Dubious wrote: ↑Sat Aug 23, 2025 5:31 pm
Immanuel Can wrote: ↑Sat Aug 23, 2025 3:43 pm
Martin Peter Clarke wrote: ↑Sat Aug 23, 2025 3:01 pm
Never shall I forget that night, the first night in camp, which has turned my life into one long night, seven times cursed and seven times sealed. Never shall I forget that smoke. Never shall I forget the little faces of the children, whose bodies I saw turned into wreaths of smoke beneath a silent blue sky. Never shall I forget those flames which consumed my faith forever. Never shall I forget that nocturnal silence which deprived me, for all eternity, of the desire to live. Never shall I forget those moments which murdered my God and my soul and turned my dreams to dust.
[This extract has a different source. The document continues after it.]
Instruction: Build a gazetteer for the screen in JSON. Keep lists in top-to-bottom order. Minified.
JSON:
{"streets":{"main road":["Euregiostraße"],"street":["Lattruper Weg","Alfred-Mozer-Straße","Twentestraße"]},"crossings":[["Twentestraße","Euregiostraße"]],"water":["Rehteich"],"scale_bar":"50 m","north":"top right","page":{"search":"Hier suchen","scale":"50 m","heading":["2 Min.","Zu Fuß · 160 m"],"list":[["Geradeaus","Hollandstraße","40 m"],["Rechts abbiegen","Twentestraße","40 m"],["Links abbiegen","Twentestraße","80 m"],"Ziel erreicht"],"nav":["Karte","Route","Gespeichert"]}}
Never shall I forget these things, even if I am condemned to live as long as God Himself. Never.
—Elie Wiesel, from Night.
Theodicize that.
Done by man. His name was Hitler, but he did not do it alone. Other men made it possible, and they were ordinary men, too. Had circumstances been different, they might well have been any men, just as today, men in what they consider “progressive” societies execute the elderly and murder babies in the name of their “freedom.” Explain away that.
If men, god's creation, can commit the most disgusting and heinous crimes imaginable, as they've always done, and god does absolutely nothing, then what good is god, any god?
Let’s pause, and take that thought seriously.
Let me ask you: what do you suppose a good God should do, in view of that? It only makes sense that, if you’re alleging He has failed in His duty somehow, you be able to say exactly what you think it would have been His duty to do, right?
If god exists it becomes complicit by silence presumably procrastinating justice to a later date...that being the highly dubious theory of god's justice of non-intervention.
Here, we already have a piece of your answer, it seems: that a good God would intervene immediately…but to do exactly what? That much you leave uncertain. However, it’s clear that you suppose that a postponement of justice until later would be unacceptable, for some reason. But I’m ready to hear what that reason would be, too.
But all of that is by no means certain being nothing more than a long-held belief. What is certain are the crimes and atrocities committed for the entire time of human history. What is obvious is that the absolute indifference of nature is equal the absolute indifference of god, especially one declared as a loving god.
So the thesis that a good God could postpone justice is unacceptable to you, but the thesis that Nature, which knows nothing at all of justice, would postpone it forever is more acceptable to you? And since Nature is then the only force in play, what has happened to your expectation of justice? How can you criticize the God hypothesis as unjust, when Nature allows no warrant for any meaning to the word “justice”?
So, if god exists, where lies the difference between the two, that being a non-sequitur question since only nature, meaning existence at its most fundamental, has no care for whatever it creates or accountability for any of it.
Explain that away!
Well, we’ll have to be able to make the critique sensible, first. At the moment, it amounts to “the person who believes there’s no justice because there’s only Nature is mad at the God he doesn’t believe exists because he’s not getting any justice.” And that Gordian knot just has to be untied somehow.
See if you can. I’m happy to wait. It will be interesting to see how you’ll get that job done.